The Biden Diesel Hike
It’s not just gas prices hitting records, and everything you buy is costing significantly more to transport.
Every American is painfully aware of the high price of a gallon of gas. Well, unless you’re one of those intrepid souls saving the planet with the electric car Pete Buttigieg told you to buy. But an equally big economic problem is the price of diesel because it affects the price of everything (remaining) on store shelves.
First, about those gas prices. For nine days in a row now, the U.S. has set new nominal price records. (Adjusted for inflation, prices were higher a decade ago.) Today’s national average price is $4.567 a gallon, which is 16 cents higher than one week ago, $1.52 higher than one year ago, and $2.17 higher than when Donald Trump left office. For the first time ever, all 50 states now have average gas prices of more than $4 per gallon.
Congratulations on these incredible records, President Brandon.
But wait — there’s more.
One year ago, diesel was $3.17 a gallon, but today’s national average is a record $5.57. “Yeah, well, I’m glad I don’t drive a diesel,” you may be thinking. True, but truckers do, and that has implications for your budget. As Jim Geraghty astutely observes, “We are now reaching the point where the cost of diesel fuel is making some goods too expensive to transport.” He quotes one trucker who said: “If you’re getting paid $2 per mile you’re not taking that load no matter if it is baby formula or orange juice because the cost of diesel is $5 plus. You just can’t take that load.”
Indeed, the price of diesel could lead to disastrous shortages and supply chain wreckage worse than what we’ve already endured.
For his part, Joe Biden sounds like Jenny’s abusive boyfriend in “Forrest Gump” — “It’s just this war and that lyin’ son of a b*tch Putin!” But the president bears an awful lot of blame for the current situation, shutting down pipelines, revoking leases, and insisting that the resulting high prices are all the more justification for realizing his “green” energy utopian dreams. Or that the best way to “bring down inflation” is to “make sure the wealthiest corporations pay their fair share.”
To be sure, some of the problems extend further back than Biden’s presidency or beyond the reach of his own policies. For example, the cost of refining accounts for nearly a quarter of the cost of diesel, and refining has been a problem for a long time. Another example is that taxes are higher on diesel than on gas both federally and in many of the states (California’s diesel tax is nearly $1 per gallon).
But Biden’s party is responsible for those things.
The U.S. has seen six refineries close in the last couple of years, with the result being that, as Geraghty notes, “the U.S. started 2021 with its lowest annual refining capacity in six years.” He adds, “We’re getting back to pre-pandemic levels of demand, while our refineries are pumping out about a million fewer gallons of fuel per day than they did before the pandemic.” That accounts for a 5% reduction in capacity, and it’s likely to get even worse over the coming years. Higher demand and lower supply is a bad combination.
Geraghty expands on that problem:
We almost never build oil refineries in the U.S. anymore. According to the EIA, the newest refinery in the United States is the Targa Resources Corporation’s site in Channelview, Texas, which began operating in 2019 and processes 35,000 barrels per day. Before that, the newest refinery with significant downstream unit capacity was Marathon’s facility in Garyville, La. That facility came online in 1977.
Are there plans for new refineries?
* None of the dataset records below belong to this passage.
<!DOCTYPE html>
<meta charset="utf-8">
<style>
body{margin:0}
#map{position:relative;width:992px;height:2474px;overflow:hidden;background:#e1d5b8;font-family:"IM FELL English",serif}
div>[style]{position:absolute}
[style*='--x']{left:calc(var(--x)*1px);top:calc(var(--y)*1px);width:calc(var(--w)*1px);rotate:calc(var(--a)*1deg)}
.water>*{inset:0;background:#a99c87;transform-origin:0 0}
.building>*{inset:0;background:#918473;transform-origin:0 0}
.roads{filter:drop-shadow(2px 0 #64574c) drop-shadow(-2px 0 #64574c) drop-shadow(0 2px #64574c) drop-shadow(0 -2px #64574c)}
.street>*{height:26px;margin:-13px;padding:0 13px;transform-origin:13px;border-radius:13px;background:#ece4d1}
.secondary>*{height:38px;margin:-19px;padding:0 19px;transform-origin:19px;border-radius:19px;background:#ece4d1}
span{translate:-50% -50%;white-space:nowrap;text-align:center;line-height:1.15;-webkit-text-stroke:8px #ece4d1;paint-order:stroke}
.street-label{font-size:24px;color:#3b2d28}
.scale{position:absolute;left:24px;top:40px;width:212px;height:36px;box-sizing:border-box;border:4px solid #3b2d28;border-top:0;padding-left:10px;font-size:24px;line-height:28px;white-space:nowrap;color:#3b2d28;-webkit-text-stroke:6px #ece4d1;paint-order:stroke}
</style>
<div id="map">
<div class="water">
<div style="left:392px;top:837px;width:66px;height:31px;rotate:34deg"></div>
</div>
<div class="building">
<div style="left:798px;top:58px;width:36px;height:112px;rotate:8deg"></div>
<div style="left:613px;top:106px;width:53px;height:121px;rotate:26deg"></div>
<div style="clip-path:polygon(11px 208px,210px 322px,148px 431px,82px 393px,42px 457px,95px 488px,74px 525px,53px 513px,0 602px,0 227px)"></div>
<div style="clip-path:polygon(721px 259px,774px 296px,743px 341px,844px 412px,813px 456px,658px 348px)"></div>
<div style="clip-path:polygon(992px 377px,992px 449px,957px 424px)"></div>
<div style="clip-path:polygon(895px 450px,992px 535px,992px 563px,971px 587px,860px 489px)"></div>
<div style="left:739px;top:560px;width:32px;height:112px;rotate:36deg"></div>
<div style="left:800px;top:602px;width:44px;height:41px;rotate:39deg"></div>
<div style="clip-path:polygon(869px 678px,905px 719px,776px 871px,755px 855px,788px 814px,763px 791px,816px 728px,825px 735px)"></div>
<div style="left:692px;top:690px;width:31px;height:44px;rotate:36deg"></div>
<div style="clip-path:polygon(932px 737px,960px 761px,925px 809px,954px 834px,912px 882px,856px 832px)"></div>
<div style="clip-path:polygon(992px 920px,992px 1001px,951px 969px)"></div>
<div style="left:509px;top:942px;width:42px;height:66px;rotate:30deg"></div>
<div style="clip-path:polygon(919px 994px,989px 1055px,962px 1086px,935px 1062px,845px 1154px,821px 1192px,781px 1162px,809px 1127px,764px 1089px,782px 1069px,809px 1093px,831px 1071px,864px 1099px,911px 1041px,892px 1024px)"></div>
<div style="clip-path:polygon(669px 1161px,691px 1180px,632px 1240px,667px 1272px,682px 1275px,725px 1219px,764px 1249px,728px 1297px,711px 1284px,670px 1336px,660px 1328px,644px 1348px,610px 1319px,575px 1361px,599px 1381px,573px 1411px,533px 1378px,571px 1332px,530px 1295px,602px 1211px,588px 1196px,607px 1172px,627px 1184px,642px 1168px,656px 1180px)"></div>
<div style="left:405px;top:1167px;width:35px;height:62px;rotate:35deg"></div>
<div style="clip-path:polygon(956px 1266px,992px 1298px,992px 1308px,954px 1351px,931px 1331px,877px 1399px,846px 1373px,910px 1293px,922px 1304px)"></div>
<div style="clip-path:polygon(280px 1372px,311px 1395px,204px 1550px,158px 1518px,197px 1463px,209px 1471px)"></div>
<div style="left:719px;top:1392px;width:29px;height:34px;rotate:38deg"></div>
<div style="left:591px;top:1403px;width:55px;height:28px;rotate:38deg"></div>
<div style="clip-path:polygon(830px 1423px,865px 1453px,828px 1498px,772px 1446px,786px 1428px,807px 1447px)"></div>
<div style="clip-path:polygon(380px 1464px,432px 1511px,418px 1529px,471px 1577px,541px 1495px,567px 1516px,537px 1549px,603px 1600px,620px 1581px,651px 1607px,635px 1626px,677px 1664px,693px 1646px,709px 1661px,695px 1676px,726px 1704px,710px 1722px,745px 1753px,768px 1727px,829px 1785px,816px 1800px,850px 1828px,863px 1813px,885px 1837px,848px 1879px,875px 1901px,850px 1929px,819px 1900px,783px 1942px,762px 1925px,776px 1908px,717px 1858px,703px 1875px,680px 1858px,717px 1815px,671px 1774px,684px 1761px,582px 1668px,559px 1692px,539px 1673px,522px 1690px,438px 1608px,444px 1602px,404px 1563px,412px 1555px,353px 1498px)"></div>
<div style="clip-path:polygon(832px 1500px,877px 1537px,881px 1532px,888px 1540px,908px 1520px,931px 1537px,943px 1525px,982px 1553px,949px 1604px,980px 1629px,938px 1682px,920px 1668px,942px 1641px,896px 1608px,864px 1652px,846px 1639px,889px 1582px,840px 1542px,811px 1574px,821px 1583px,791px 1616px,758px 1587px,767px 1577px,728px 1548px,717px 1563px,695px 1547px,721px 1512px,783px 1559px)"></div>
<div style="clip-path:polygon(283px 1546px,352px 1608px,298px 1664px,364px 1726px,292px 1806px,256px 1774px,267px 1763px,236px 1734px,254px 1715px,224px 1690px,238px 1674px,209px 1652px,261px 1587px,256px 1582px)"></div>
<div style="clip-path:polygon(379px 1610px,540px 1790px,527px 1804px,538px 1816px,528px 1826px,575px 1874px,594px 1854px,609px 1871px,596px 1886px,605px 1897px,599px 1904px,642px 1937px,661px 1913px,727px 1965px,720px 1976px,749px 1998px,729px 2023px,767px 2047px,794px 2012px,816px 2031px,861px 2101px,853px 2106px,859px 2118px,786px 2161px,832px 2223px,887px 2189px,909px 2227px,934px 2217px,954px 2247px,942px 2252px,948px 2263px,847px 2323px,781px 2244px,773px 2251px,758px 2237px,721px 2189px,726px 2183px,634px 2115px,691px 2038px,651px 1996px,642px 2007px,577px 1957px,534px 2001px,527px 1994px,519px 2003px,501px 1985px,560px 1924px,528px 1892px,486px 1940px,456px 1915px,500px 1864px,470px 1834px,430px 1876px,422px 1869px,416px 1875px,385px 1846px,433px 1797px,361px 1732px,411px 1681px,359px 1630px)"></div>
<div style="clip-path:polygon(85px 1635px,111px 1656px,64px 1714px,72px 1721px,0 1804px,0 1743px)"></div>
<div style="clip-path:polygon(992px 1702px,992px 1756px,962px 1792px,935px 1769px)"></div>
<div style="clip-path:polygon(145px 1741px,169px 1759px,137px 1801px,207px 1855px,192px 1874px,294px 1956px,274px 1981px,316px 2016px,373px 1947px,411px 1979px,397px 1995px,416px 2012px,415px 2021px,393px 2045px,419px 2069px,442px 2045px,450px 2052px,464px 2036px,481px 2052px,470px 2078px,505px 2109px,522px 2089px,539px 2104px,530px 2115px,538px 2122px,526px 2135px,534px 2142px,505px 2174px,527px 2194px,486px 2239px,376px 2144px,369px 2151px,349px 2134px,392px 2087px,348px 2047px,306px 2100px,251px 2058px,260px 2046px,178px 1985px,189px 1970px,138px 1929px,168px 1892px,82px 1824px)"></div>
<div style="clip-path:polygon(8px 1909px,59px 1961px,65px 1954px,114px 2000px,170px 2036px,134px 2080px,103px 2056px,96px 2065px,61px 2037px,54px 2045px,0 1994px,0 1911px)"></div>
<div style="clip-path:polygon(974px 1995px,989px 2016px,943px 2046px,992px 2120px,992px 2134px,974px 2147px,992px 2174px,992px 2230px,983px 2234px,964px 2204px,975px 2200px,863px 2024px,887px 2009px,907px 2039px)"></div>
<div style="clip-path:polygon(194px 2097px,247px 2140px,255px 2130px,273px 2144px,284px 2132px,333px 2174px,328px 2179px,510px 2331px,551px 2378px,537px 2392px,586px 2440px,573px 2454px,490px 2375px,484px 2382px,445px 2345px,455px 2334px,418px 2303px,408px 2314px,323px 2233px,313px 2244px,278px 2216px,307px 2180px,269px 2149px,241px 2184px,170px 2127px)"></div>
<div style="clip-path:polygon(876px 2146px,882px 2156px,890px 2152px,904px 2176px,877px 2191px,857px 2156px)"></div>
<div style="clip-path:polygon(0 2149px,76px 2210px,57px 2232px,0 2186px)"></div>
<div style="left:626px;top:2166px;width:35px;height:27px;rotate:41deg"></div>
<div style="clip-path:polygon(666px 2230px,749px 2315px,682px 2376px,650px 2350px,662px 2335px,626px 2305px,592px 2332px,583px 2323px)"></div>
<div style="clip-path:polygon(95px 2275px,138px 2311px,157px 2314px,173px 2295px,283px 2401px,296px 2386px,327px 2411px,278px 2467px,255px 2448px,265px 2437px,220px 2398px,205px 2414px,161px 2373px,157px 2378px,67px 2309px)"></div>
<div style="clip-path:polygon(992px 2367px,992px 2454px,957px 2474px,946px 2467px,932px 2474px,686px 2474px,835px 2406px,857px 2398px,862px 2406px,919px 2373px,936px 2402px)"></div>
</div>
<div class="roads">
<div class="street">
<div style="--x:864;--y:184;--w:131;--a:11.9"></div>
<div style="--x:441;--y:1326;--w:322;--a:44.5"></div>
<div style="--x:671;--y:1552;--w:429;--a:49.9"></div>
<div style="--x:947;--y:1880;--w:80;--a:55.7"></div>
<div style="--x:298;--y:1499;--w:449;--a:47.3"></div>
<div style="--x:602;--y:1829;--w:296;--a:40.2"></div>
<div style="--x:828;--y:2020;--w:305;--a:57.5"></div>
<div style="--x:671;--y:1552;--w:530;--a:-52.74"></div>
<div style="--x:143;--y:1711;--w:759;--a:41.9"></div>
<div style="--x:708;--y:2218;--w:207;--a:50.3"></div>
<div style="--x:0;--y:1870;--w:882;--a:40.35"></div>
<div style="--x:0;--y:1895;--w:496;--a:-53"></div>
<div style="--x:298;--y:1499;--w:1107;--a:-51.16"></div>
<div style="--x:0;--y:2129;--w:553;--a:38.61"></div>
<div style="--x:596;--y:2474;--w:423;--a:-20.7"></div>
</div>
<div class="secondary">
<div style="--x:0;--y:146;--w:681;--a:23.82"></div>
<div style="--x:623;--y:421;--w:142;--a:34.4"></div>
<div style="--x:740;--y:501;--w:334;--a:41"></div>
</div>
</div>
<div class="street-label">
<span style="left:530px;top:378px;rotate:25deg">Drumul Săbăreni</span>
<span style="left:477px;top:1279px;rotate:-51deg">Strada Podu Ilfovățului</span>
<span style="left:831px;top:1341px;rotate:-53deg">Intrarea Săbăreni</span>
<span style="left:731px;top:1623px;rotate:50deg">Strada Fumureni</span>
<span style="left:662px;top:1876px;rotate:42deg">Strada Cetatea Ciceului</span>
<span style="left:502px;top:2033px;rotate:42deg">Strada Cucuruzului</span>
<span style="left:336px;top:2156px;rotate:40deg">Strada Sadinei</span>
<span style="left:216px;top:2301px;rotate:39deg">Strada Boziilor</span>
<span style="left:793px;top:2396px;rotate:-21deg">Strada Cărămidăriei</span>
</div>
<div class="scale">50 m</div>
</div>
Nope.
Biden had been a senator for only four years in 1977. The problem isn’t all his, but his party’s environmental policies and draconian regulations are certainly to blame for this predicament. Oil companies chose not to take the risk of investing in such ventures as refineries because to do so ran afoul of Democrat politics.
“Nothing about the current environment is promoting investments in fossil fuels,” said Bloomberg Intelligence analyst Fernando Valle. “It’s a 15 to 20 year payback on most of these investments.”
Why do that when electric cars are the government-mandated future?
What Joe Biden has done to the fossil fuel industry is hitting every American at the gas pump and anywhere they buy anything that now costs substantially more to transport than it did before he took office. But hey, at least we don’t have a president who mean-tweets.